1位でアンカーを走る子どもが、2位のアンカーの子どもとの差が大きく開いているのを確認して、ゴール直前で手を抜いて走るのです。ゴール直前で立ち止まってしまうこともあります。観客席に余裕な姿をアピールし、2位の子どもが一生懸命走ってきたところで、1位でゴールしてまた変なパフォーマンスを見せる、ということがありました……。教員歴が浅いときのことで、いまでも思い出すと悲しくなってきます。

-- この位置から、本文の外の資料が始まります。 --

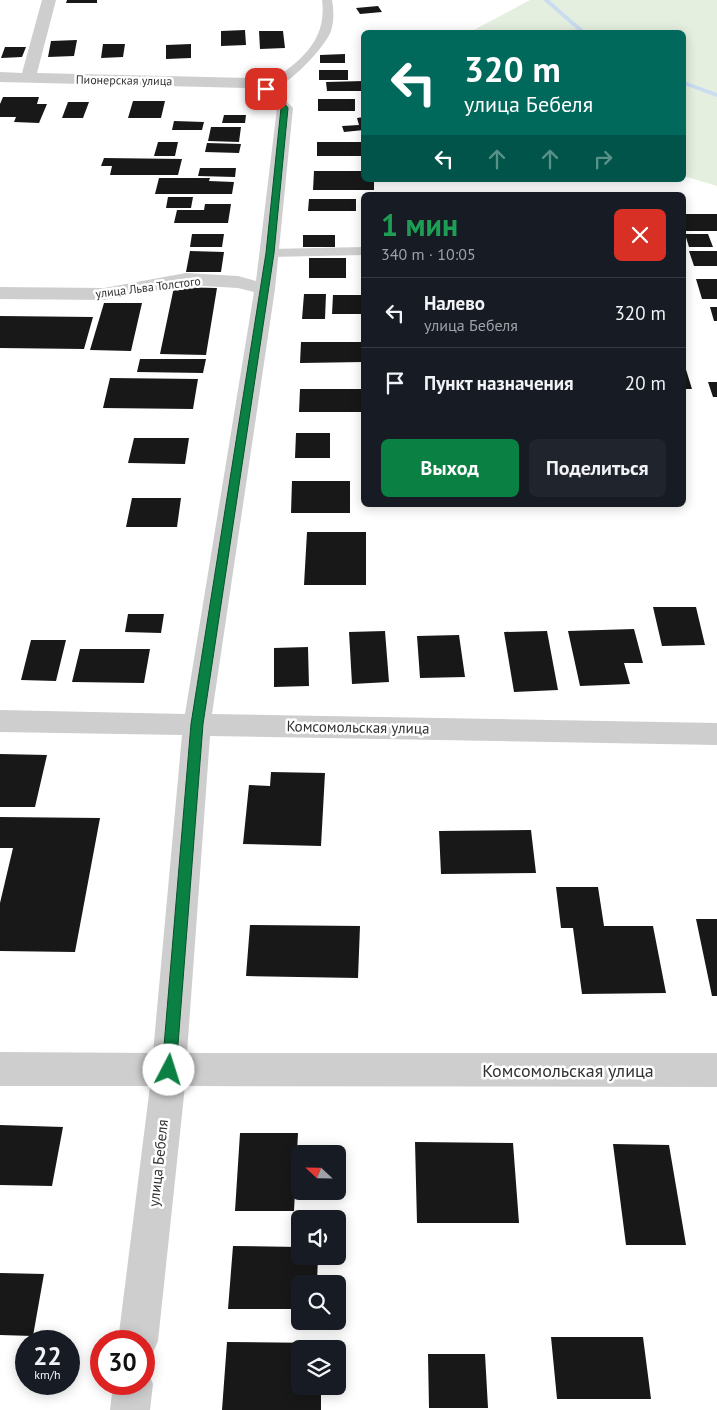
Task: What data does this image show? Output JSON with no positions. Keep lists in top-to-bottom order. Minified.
{"streets":{"street":["Пионерская улица","улица Льва Толстого","Комсомольская улица","улица Бебеля"]},"crossings":[["Пионерская улица","улица Бебеля"],["улица Льва Толстого","улица Бебеля"],["Комсомольская улица","улица Бебеля"]],"north":"left","page":{"turn":["320 m","улица Бебеля"],"heading":["1 мин","340 m · 10:05"],"list":[{"name":"Налево","note":"улица Бебеля","value":"320 m"},{"name":"Пункт назначения","value":"20 m"}],"buttons":["Выход","Поделиться"],"speed":"22 km/h","limit":"30"}}
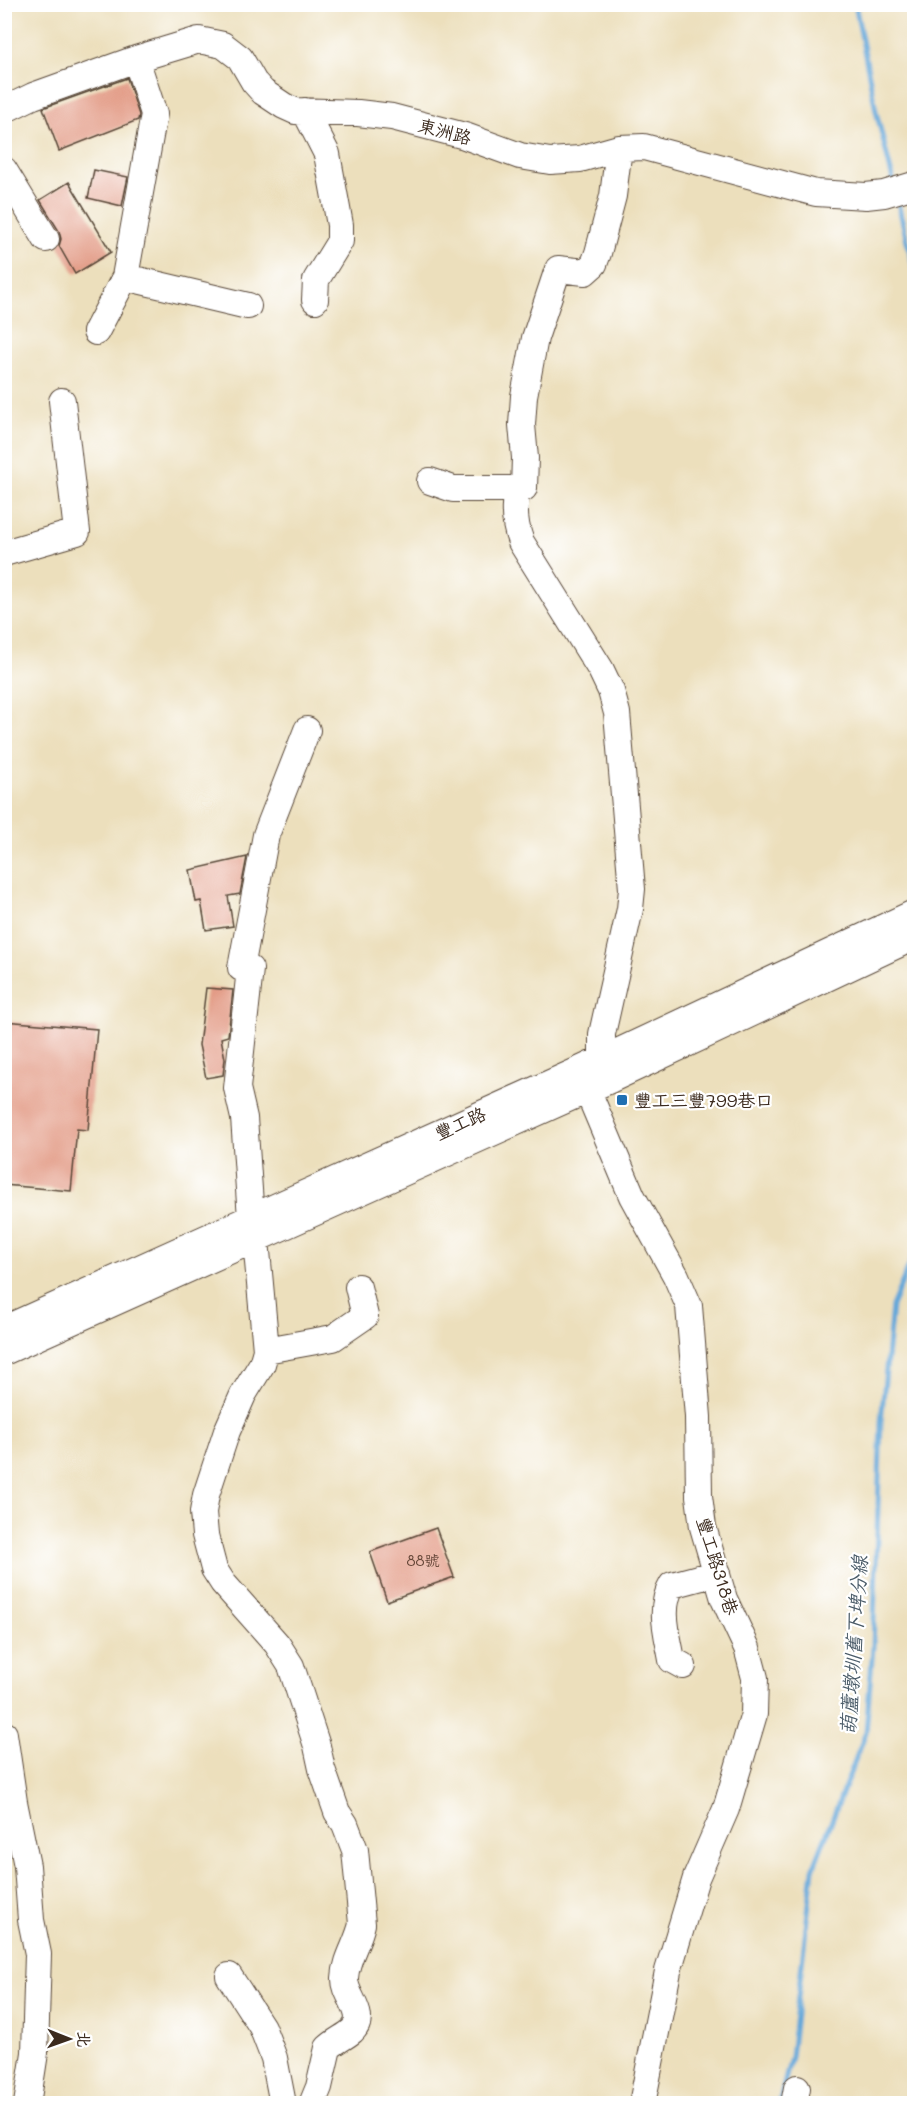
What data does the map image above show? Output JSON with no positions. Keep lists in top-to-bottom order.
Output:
{
  "streets": {
    "street": ["東洲路", "豐工路", "豐工路318巷"]
  },
  "crossings": [
    ["豐工路", "豐工路318巷"]
  ],
  "water": ["葫蘆墩圳舊下埤分線"],
  "places": {
    "transit": ["豐工三豐799巷口"]
  },
  "house_numbers": ["88號"],
  "north": "right"
}
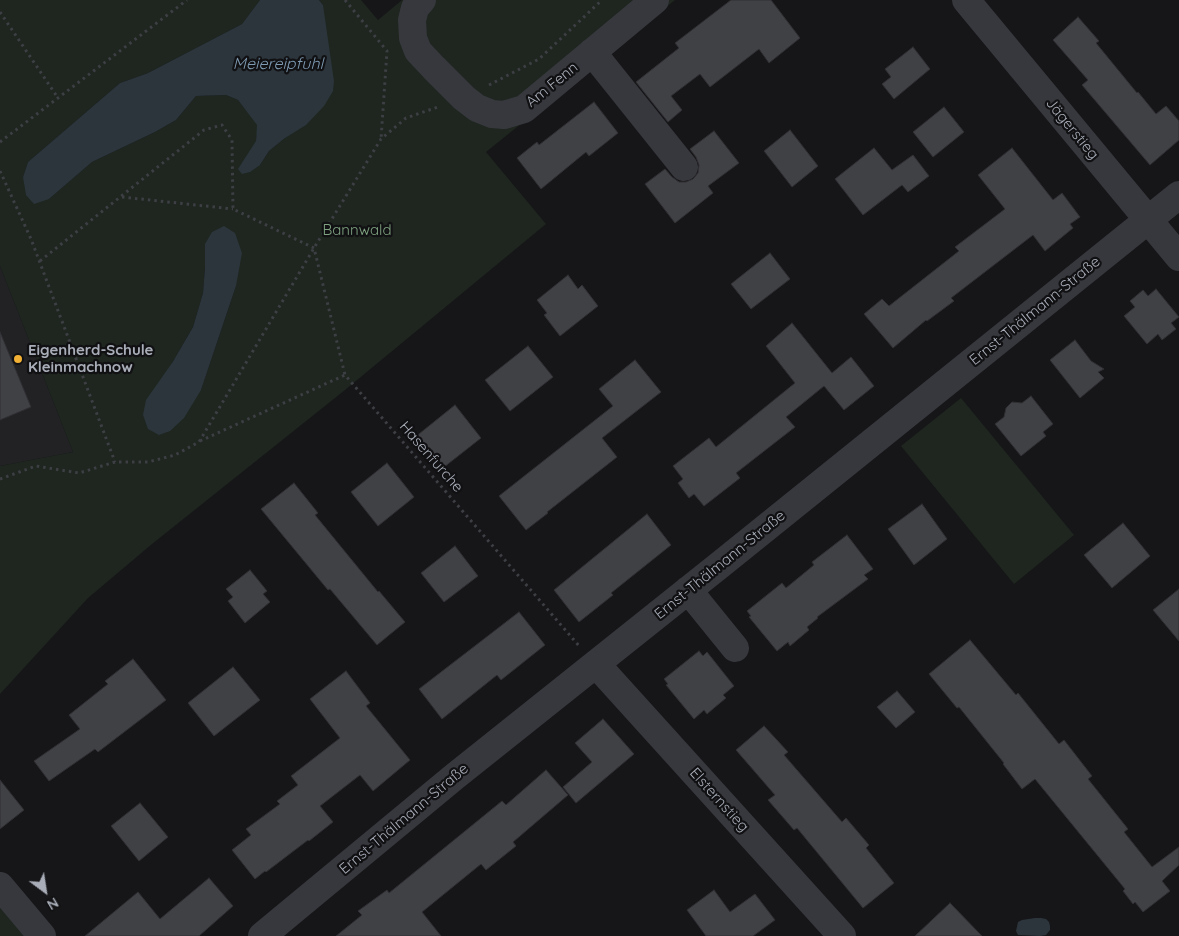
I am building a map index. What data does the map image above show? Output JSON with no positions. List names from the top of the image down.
{
  "streets": {
    "street": [
      "Am Fenn",
      "Jägerstieg",
      "Ernst-Thälmann-Straße",
      "Elsternstieg"
    ],
    "path": ["Hasenfurche"]
  },
  "crossings": [
    ["Jägerstieg", "Ernst-Thälmann-Straße"],
    ["Ernst-Thälmann-Straße", "Hasenfurche"],
    ["Ernst-Thälmann-Straße", "Elsternstieg"],
    ["Hasenfurche", "Elsternstieg"]
  ],
  "water": ["Meiereipfuhl"],
  "parks": ["Bannwald"],
  "places": ["Eigenherd-Schule Kleinmachnow"],
  "north": "bottom right"
}
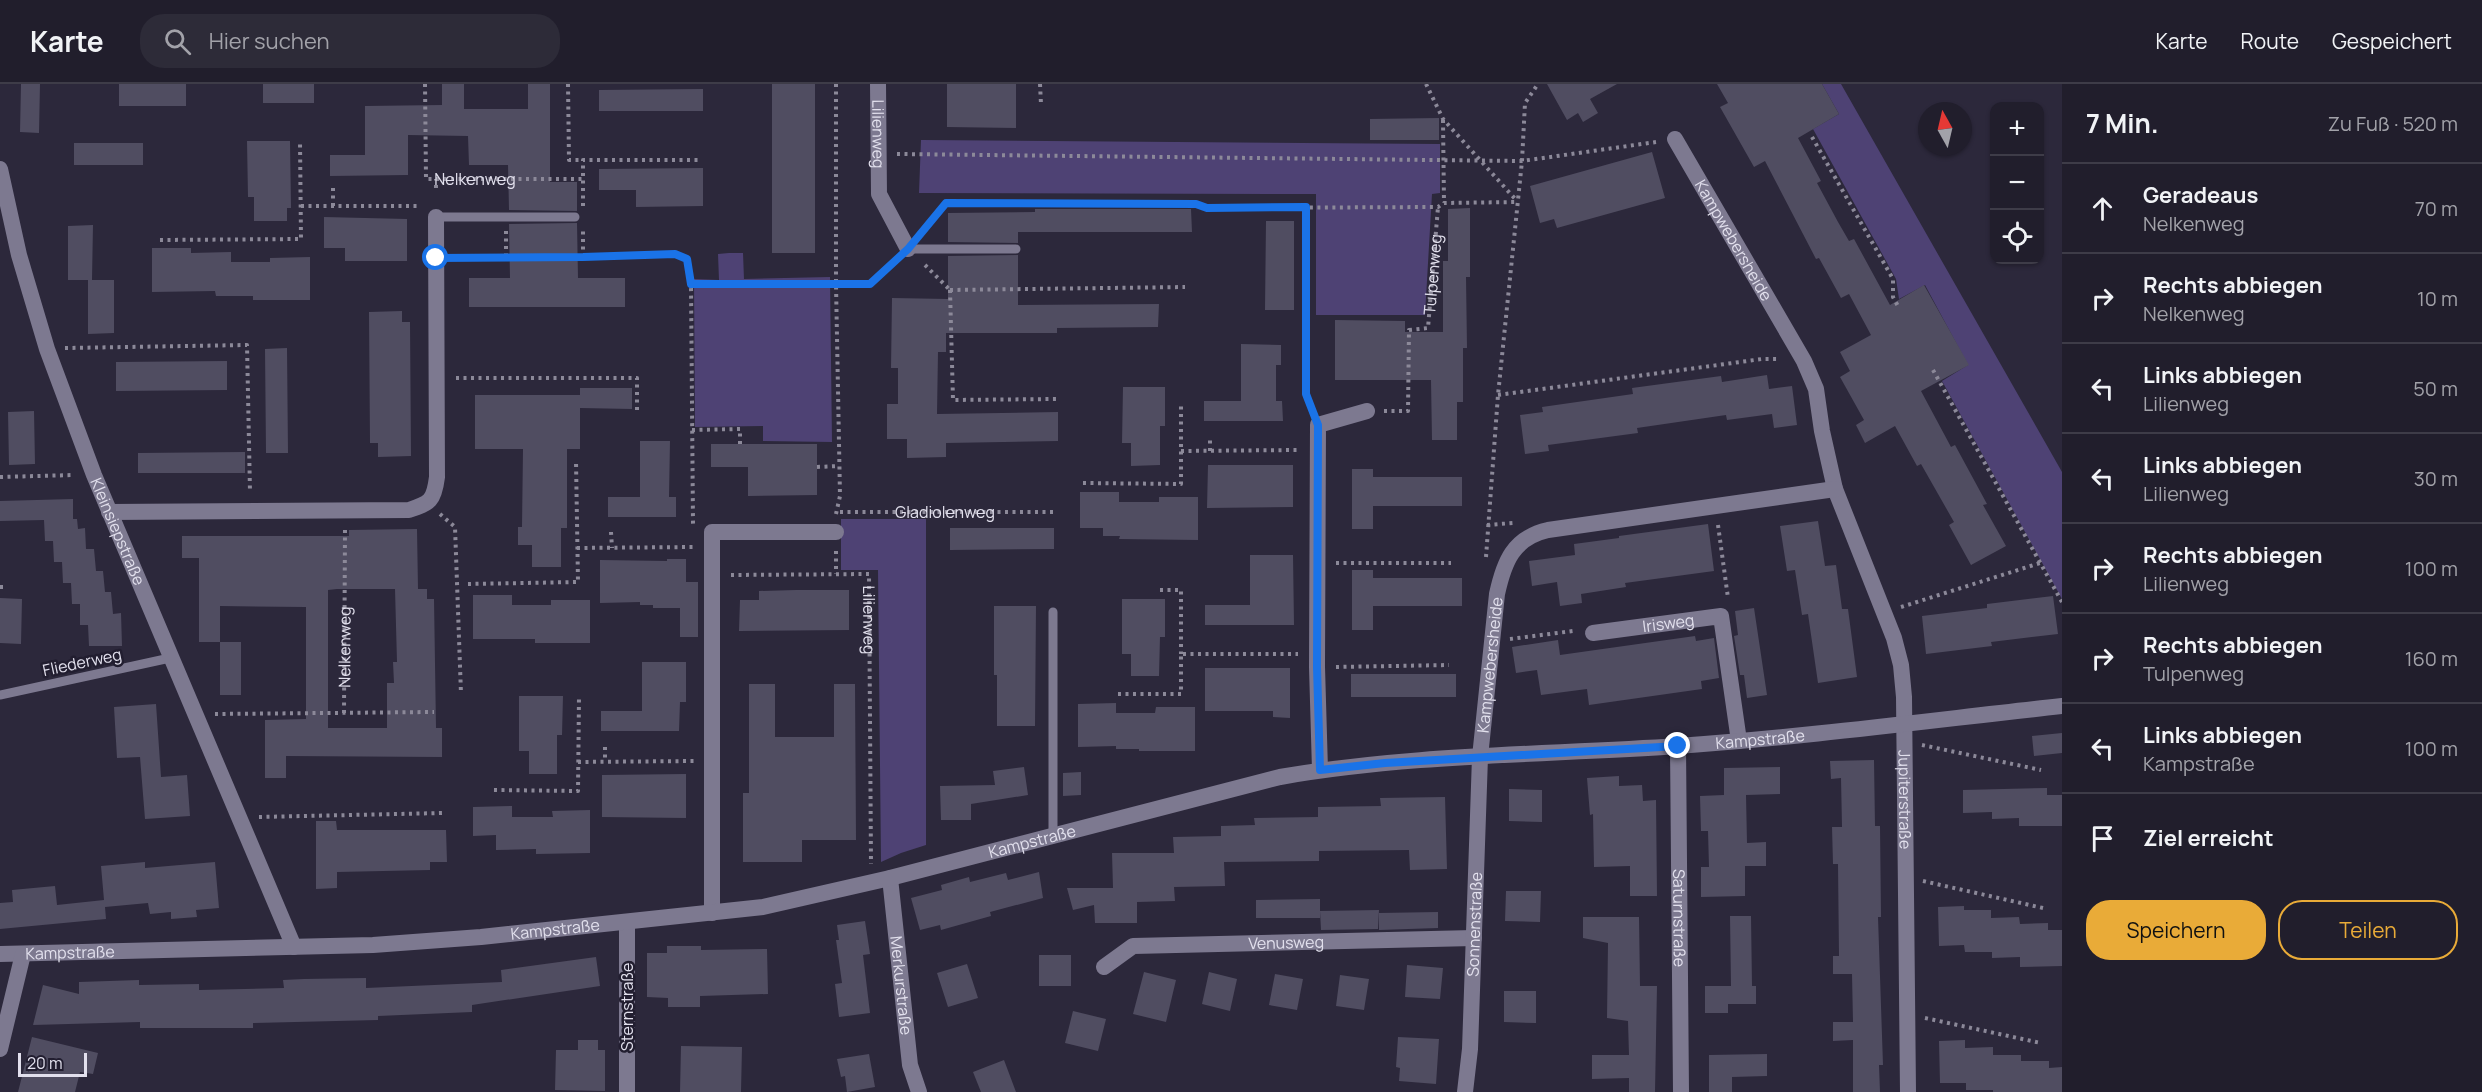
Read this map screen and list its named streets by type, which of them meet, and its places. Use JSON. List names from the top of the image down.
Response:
{
  "streets": {
    "street": [
      "Lilienweg",
      "Kampwebersheide",
      "Kleinsiepstraße",
      "Irisweg",
      "Kampstraße",
      "Jupiterstraße",
      "Saturnstraße",
      "Sonnenstraße",
      "Venusweg",
      "Merkurstraße",
      "Sternstraße"
    ],
    "lane": ["Fliederweg"],
    "path": ["Nelkenweg", "Tulpenweg", "Gladiolenweg"]
  },
  "crossings": [
    ["Lilienweg", "Kampstraße"],
    ["Kampwebersheide", "Kampstraße"],
    ["Kampwebersheide", "Jupiterstraße"],
    ["Kampwebersheide", "Sonnenstraße"],
    ["Kleinsiepstraße", "Fliederweg"],
    ["Kleinsiepstraße", "Kampstraße"],
    ["Kampstraße", "Jupiterstraße"],
    ["Kampstraße", "Saturnstraße"],
    ["Kampstraße", "Sonnenstraße"],
    ["Kampstraße", "Merkurstraße"],
    ["Kampstraße", "Sternstraße"],
    ["Sonnenstraße", "Venusweg"]
  ],
  "scale_bar": "20 m",
  "north": "top",
  "page": {
    "header": "Karte",
    "search": "Hier suchen",
    "nav": ["Karte", "Route", "Gespeichert"],
    "heading": ["7 Min.", "Zu Fuß · 520 m"],
    "map_buttons": ["+", "−"],
    "list": [
      ["Geradeaus", "Nelkenweg", "70 m"],
      ["Rechts abbiegen", "Nelkenweg", "10 m"],
      ["Links abbiegen", "Lilienweg", "50 m"],
      ["Links abbiegen", "Lilienweg", "30 m"],
      ["Rechts abbiegen", "Lilienweg", "100 m"],
      ["Rechts abbiegen", "Tulpenweg", "160 m"],
      ["Links abbiegen", "Kampstraße", "100 m"],
      "Ziel erreicht"
    ],
    "buttons": ["Speichern", "Teilen"],
    "scale": "20 m"
  }
}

 こういった残念な姿が練習ではなくても、運動会当日についやってしまうかもしれません。だから、事前にこの悲しいエピソードを話した上で、「みんなが一生懸命に走って繋いだバトンを、最後まで一生懸命に走ってゴールできる人が、アンカーを務めることができます。アンカーは、ただチームの中で1番足が速い人がなるものではありません」と話すようにしています。

観覧中の子どものマナー、どう指導する?

 運動会は、自分の出番よりも、児童席で座って見ている時間のほうが長いです。このときのマナーについても指導しています。

 私が古いタイプの教師なのかもしれませんが、「お茶などの水分補給は競技中や演技中でなく、“できるだけ”競技や演技の合間に飲みましょう」と指導しています。

 サッカーや野球などの観戦は、プレー中にも飲み物を飲みます。同じように運動会だって、喉が渇いたら自分の好きなタイミングで水分補給をしたらいいのではという思いもあります。熱中症対策で子どもの安全を優先したら尚更です。

 でも、運動会は、同じ学校に通う子ども同士、同じ地域に住む子ども同士を応援する場です。自分の出番以外は、休み時間ではありません。

 だから、がんばって走ったり、踊ったりしている姿をしっかり見ようと指導しています。関係ないおしゃべりをしたり、ふざけっこしたりしないように指導しています。

 子どもたちの席も、調整します。運動会当日までに、児童席に子どもたちを座らせてみます。そのとき、仲が良過ぎて競技や演技を見ることよりも2人のおしゃべりを優先してしまう子ども同士や、相性がとても悪くて喧嘩などのトラブルが起きることが予想される子ども同士は席を離すなど、調整をしているのです。